§ TASK PROMPT
Report, word for word, every line of the material that contains "note".

╭──

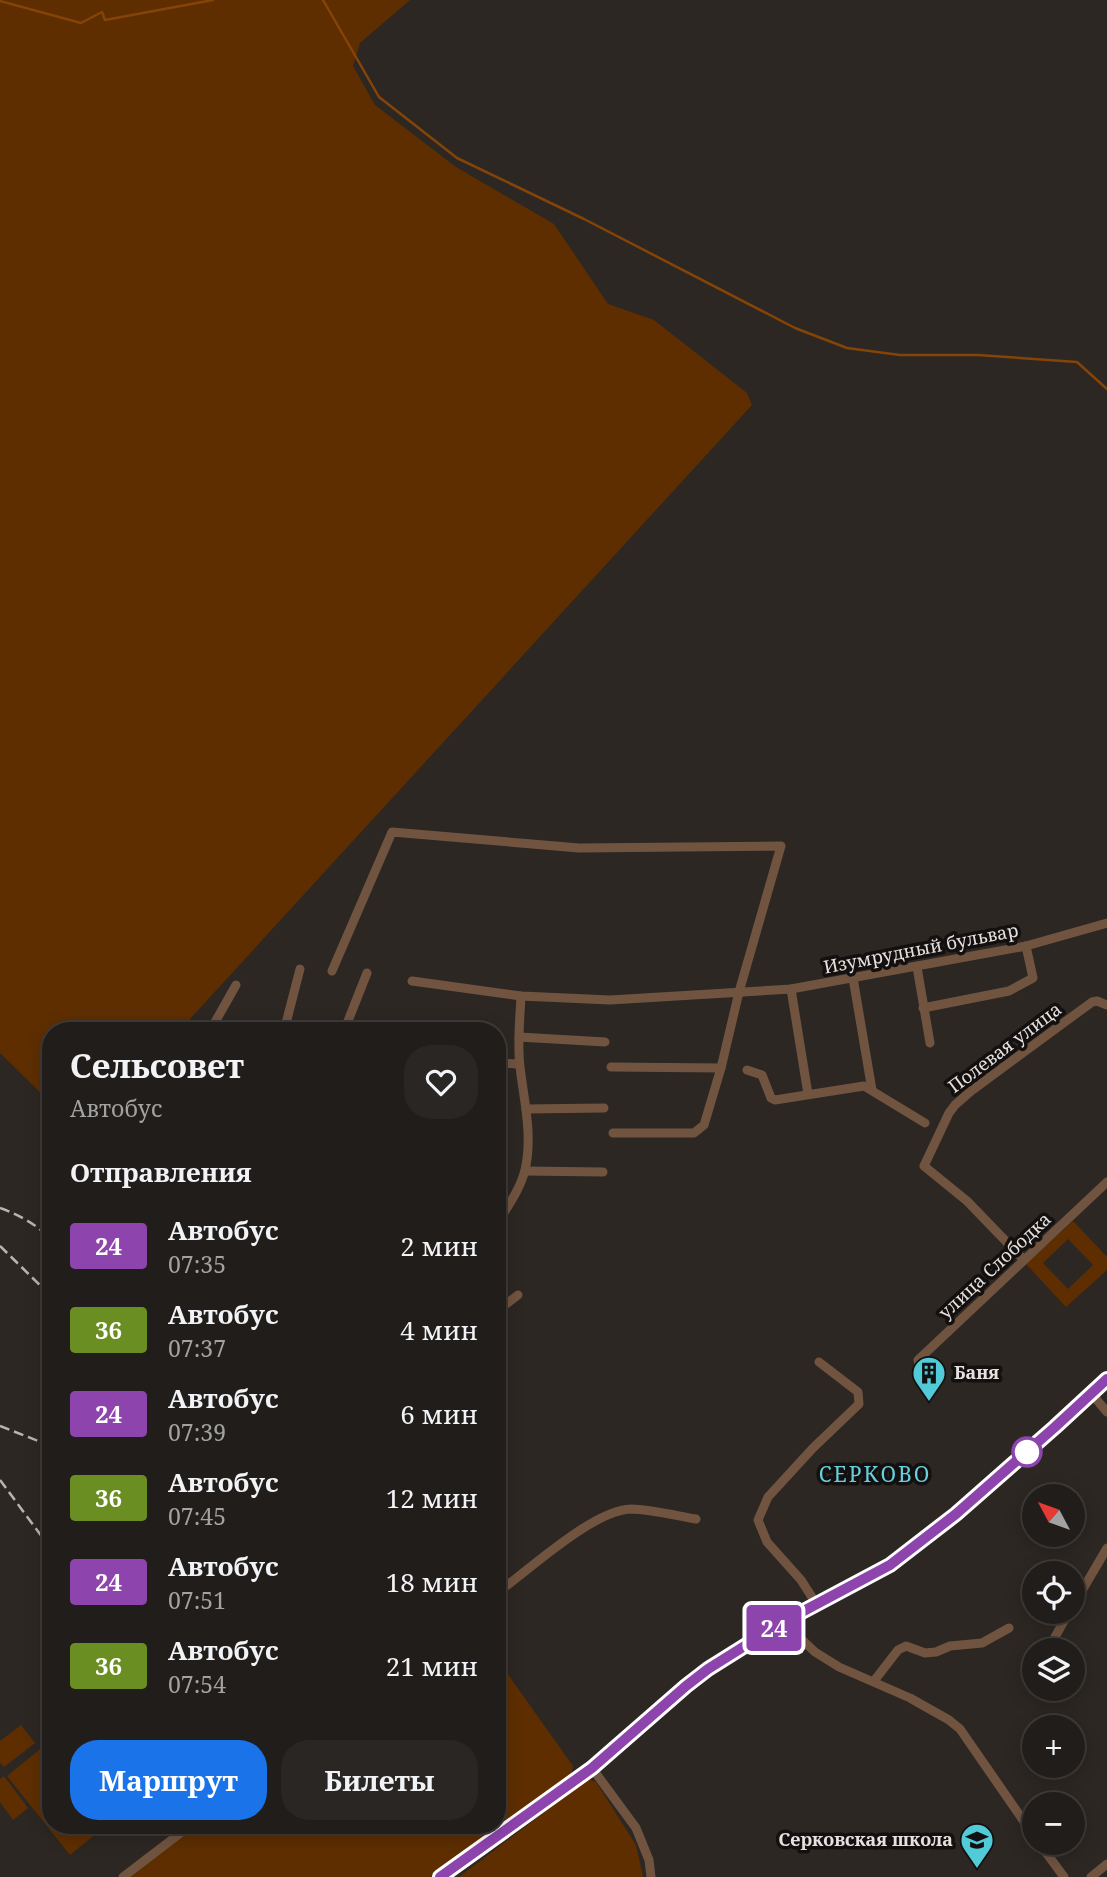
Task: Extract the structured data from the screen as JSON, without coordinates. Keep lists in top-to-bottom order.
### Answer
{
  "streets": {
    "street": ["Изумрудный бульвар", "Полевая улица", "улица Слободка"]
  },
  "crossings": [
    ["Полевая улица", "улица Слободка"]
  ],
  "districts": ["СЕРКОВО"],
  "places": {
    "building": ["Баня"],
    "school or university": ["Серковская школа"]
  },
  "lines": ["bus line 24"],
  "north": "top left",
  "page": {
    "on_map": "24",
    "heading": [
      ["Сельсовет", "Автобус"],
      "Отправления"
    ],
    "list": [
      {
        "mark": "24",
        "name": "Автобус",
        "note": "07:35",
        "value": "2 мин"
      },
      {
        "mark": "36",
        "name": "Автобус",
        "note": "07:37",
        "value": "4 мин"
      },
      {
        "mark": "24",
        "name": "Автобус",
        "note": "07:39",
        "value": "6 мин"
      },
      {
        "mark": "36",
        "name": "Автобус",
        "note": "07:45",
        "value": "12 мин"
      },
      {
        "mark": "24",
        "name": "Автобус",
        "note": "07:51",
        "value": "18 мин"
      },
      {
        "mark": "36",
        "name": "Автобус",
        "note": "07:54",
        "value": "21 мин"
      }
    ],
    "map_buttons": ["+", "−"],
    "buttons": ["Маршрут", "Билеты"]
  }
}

╰──

§ YOUR RESPONSE
        "note": "07:35",
        "note": "07:37",
        "note": "07:39",
        "note": "07:45",
        "note": "07:51",
        "note": "07:54",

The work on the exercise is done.